• Problem to work on: Report each line of the data that includes the word "radius".

━━ Supplied data

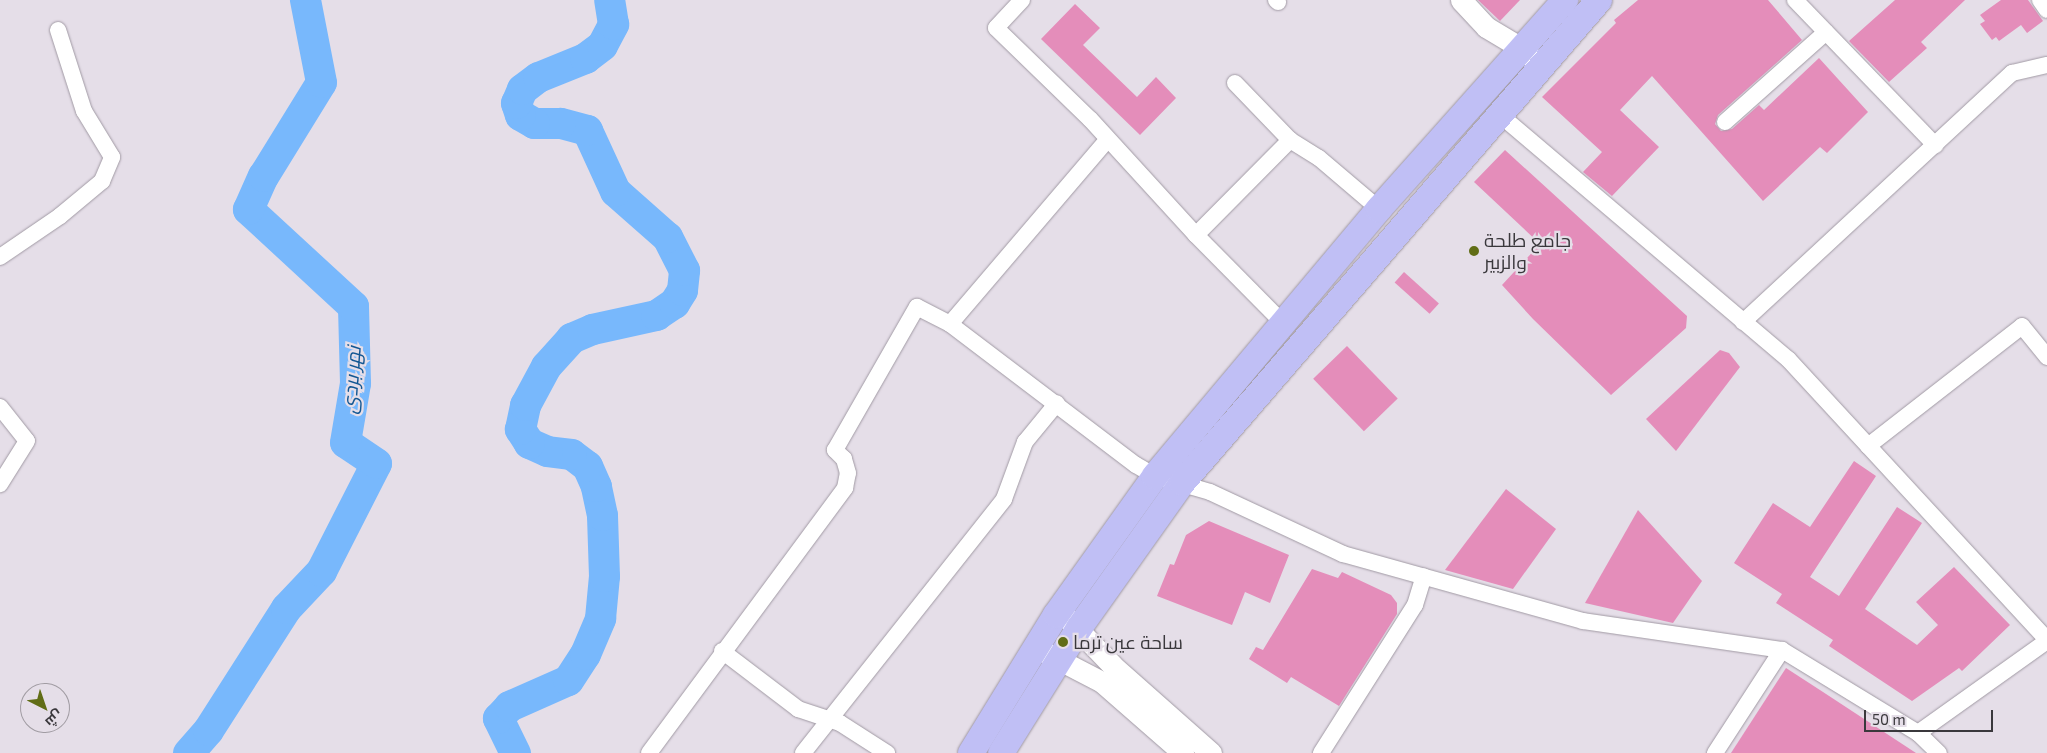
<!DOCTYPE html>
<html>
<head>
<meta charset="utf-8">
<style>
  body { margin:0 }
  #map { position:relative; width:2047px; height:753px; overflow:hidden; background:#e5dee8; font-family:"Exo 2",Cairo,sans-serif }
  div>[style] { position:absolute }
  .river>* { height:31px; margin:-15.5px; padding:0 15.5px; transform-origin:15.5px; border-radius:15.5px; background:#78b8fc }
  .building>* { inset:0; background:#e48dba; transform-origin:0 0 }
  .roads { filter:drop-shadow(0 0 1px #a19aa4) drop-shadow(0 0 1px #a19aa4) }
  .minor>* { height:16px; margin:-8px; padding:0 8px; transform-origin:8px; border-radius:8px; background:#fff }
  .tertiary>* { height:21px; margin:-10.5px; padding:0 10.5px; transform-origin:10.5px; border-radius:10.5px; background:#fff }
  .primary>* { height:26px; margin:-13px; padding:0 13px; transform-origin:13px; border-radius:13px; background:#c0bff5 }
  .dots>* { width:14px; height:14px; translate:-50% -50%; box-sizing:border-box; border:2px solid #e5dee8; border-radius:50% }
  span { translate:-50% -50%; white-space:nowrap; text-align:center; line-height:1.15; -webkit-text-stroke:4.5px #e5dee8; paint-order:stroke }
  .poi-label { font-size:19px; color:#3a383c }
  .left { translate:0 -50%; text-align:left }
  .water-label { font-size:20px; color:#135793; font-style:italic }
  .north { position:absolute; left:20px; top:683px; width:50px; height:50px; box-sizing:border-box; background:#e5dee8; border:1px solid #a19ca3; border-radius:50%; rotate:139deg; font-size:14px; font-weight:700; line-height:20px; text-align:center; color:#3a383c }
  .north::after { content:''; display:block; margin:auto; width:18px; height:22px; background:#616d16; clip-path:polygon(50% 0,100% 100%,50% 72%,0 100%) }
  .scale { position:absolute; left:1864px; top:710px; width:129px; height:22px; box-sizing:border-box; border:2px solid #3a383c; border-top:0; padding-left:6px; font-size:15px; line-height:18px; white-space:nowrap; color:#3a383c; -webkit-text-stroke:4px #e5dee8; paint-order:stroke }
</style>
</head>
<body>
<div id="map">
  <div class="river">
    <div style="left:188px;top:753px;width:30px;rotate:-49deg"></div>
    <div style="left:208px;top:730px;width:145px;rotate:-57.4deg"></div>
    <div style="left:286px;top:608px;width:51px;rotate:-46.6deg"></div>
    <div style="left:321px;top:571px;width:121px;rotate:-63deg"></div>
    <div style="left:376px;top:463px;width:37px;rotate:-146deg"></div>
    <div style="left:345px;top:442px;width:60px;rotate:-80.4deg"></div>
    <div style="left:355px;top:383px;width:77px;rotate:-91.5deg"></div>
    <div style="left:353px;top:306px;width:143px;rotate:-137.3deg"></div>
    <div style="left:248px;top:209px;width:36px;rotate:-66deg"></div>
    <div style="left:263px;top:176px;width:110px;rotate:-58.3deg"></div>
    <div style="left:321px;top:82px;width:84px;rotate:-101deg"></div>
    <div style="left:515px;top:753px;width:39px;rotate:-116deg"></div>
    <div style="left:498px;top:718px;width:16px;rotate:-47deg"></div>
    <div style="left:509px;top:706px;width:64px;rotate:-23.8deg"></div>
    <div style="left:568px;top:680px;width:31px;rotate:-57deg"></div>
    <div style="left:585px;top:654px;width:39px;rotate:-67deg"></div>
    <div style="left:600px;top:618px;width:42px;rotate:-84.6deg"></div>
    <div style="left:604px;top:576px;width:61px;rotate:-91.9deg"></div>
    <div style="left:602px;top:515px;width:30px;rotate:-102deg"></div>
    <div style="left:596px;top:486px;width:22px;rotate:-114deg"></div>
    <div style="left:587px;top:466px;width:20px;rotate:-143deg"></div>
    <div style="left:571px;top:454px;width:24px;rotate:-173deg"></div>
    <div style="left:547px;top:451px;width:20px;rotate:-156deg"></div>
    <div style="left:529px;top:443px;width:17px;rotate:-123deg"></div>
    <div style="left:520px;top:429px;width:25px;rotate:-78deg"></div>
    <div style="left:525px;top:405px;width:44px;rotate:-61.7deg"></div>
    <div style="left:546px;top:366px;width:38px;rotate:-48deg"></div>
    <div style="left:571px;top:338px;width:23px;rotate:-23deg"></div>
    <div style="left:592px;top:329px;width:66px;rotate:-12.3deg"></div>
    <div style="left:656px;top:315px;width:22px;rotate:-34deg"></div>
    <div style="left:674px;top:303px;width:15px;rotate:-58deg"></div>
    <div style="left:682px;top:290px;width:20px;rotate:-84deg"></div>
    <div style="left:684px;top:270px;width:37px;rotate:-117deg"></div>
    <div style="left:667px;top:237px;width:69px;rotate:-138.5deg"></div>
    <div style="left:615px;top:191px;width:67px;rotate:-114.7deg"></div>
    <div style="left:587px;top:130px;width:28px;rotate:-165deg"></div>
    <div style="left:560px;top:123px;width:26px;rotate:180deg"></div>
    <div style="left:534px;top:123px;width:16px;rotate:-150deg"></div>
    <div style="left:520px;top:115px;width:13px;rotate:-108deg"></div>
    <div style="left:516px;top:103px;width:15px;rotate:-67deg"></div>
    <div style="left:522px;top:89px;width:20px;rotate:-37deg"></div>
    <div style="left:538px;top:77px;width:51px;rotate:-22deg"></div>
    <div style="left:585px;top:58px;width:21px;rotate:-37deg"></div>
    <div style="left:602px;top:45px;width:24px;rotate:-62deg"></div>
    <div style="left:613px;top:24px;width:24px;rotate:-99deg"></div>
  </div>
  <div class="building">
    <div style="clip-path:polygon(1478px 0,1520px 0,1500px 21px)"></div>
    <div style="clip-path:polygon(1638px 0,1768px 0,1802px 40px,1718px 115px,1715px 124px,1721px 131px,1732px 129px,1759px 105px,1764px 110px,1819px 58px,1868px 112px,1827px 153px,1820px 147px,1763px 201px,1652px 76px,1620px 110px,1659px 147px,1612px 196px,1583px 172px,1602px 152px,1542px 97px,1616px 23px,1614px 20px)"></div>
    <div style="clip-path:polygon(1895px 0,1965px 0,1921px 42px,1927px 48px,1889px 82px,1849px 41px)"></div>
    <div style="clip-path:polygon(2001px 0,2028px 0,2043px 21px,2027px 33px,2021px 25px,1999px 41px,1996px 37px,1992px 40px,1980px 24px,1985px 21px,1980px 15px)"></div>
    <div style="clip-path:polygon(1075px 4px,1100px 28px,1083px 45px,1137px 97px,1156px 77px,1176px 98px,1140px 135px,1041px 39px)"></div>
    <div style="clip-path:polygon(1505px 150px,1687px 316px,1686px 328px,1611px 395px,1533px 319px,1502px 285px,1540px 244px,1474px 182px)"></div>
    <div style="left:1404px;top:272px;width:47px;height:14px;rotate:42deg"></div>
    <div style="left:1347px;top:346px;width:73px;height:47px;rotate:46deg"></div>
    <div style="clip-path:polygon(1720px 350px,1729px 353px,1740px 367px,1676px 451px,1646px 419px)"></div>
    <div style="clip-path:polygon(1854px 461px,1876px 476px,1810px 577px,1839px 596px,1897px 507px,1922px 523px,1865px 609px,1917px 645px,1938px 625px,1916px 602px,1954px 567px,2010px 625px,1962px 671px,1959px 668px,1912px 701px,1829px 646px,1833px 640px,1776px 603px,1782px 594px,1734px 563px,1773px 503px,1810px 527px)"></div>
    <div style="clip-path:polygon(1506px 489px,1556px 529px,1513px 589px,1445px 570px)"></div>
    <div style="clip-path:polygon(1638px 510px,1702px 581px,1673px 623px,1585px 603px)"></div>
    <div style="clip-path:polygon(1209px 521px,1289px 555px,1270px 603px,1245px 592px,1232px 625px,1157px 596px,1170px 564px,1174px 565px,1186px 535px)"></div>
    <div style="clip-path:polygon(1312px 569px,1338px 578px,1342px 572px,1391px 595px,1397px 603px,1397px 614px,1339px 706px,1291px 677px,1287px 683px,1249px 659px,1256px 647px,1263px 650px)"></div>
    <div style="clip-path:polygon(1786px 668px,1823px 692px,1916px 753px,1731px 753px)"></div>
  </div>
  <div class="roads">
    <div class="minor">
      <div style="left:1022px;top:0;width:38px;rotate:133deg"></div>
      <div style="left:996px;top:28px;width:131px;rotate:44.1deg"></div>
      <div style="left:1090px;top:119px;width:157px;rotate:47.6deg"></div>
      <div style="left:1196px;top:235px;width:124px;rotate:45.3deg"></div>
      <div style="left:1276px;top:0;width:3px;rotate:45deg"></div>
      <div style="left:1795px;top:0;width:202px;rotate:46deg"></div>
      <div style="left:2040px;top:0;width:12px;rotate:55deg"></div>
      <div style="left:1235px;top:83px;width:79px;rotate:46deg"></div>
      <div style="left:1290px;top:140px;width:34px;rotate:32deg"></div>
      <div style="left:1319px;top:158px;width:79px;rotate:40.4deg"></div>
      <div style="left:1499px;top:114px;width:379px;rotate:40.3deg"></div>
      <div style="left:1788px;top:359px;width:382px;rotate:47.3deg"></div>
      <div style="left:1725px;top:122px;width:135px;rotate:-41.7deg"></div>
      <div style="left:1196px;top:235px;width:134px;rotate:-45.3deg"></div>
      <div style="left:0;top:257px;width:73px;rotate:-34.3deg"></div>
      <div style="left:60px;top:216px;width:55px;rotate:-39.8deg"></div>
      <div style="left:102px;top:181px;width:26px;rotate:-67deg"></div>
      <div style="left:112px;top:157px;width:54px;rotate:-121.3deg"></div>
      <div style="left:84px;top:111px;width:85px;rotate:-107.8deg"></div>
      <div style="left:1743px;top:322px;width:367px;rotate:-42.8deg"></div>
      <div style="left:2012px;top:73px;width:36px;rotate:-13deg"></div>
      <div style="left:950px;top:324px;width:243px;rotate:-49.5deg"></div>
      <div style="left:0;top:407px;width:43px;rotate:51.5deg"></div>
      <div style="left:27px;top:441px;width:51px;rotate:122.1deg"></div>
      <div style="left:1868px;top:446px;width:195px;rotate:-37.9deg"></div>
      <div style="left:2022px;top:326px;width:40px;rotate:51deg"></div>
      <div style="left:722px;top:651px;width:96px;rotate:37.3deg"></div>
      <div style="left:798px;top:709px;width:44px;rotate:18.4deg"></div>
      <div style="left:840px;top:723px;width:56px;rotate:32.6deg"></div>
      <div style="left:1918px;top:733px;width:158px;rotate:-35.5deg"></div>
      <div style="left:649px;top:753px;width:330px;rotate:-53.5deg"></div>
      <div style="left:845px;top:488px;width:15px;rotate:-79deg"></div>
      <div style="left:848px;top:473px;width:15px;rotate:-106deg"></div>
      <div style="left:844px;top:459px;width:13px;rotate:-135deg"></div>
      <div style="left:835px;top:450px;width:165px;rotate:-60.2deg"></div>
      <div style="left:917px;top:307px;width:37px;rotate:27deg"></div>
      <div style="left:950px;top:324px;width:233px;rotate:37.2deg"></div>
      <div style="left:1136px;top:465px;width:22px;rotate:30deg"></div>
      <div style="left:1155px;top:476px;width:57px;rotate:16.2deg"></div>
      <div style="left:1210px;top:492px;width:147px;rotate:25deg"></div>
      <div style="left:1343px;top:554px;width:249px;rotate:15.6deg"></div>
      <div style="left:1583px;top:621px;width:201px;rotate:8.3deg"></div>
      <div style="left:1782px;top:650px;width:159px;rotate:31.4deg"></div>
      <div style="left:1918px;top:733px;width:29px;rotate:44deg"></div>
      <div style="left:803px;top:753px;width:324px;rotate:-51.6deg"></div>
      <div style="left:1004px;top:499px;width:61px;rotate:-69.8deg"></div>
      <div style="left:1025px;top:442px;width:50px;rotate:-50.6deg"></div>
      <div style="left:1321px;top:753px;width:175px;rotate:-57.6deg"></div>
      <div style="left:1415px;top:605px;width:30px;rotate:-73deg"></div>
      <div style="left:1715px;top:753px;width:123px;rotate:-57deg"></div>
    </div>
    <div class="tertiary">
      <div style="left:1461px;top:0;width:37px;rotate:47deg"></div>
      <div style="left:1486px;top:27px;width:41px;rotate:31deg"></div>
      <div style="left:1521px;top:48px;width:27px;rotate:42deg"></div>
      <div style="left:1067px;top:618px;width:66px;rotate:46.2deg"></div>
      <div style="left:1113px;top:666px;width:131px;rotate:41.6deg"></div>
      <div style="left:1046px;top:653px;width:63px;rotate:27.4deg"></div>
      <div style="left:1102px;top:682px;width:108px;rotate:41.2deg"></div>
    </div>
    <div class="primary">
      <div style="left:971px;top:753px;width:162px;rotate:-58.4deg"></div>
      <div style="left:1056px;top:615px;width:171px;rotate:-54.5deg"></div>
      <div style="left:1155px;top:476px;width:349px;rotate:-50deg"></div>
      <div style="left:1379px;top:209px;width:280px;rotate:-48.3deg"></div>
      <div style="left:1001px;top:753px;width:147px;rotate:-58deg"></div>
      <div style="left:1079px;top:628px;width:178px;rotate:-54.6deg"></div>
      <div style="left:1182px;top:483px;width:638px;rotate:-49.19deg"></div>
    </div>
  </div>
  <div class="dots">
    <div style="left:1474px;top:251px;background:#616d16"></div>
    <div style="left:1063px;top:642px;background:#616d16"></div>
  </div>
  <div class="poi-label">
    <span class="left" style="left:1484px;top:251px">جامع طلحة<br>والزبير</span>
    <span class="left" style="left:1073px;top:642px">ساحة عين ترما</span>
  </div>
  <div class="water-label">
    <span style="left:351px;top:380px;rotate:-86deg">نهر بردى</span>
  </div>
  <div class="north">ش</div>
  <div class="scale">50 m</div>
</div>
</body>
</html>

━━━━

• Exercise response:
  .river>* { height:31px; margin:-15.5px; padding:0 15.5px; transform-origin:15.5px; border-radius:15.5px; background:#78b8fc }
  .minor>* { height:16px; margin:-8px; padding:0 8px; transform-origin:8px; border-radius:8px; background:#fff }
  .tertiary>* { height:21px; margin:-10.5px; padding:0 10.5px; transform-origin:10.5px; border-radius:10.5px; background:#fff }
  .primary>* { height:26px; margin:-13px; padding:0 13px; transform-origin:13px; border-radius:13px; background:#c0bff5 }
  .dots>* { width:14px; height:14px; translate:-50% -50%; box-sizing:border-box; border:2px solid #e5dee8; border-radius:50% }
  .north { position:absolute; left:20px; top:683px; width:50px; height:50px; box-sizing:border-box; background:#e5dee8; border:1px solid #a19ca3; border-radius:50%; rotate:139deg; font-size:14px; font-weight:700; line-height:20px; text-align:center; color:#3a383c }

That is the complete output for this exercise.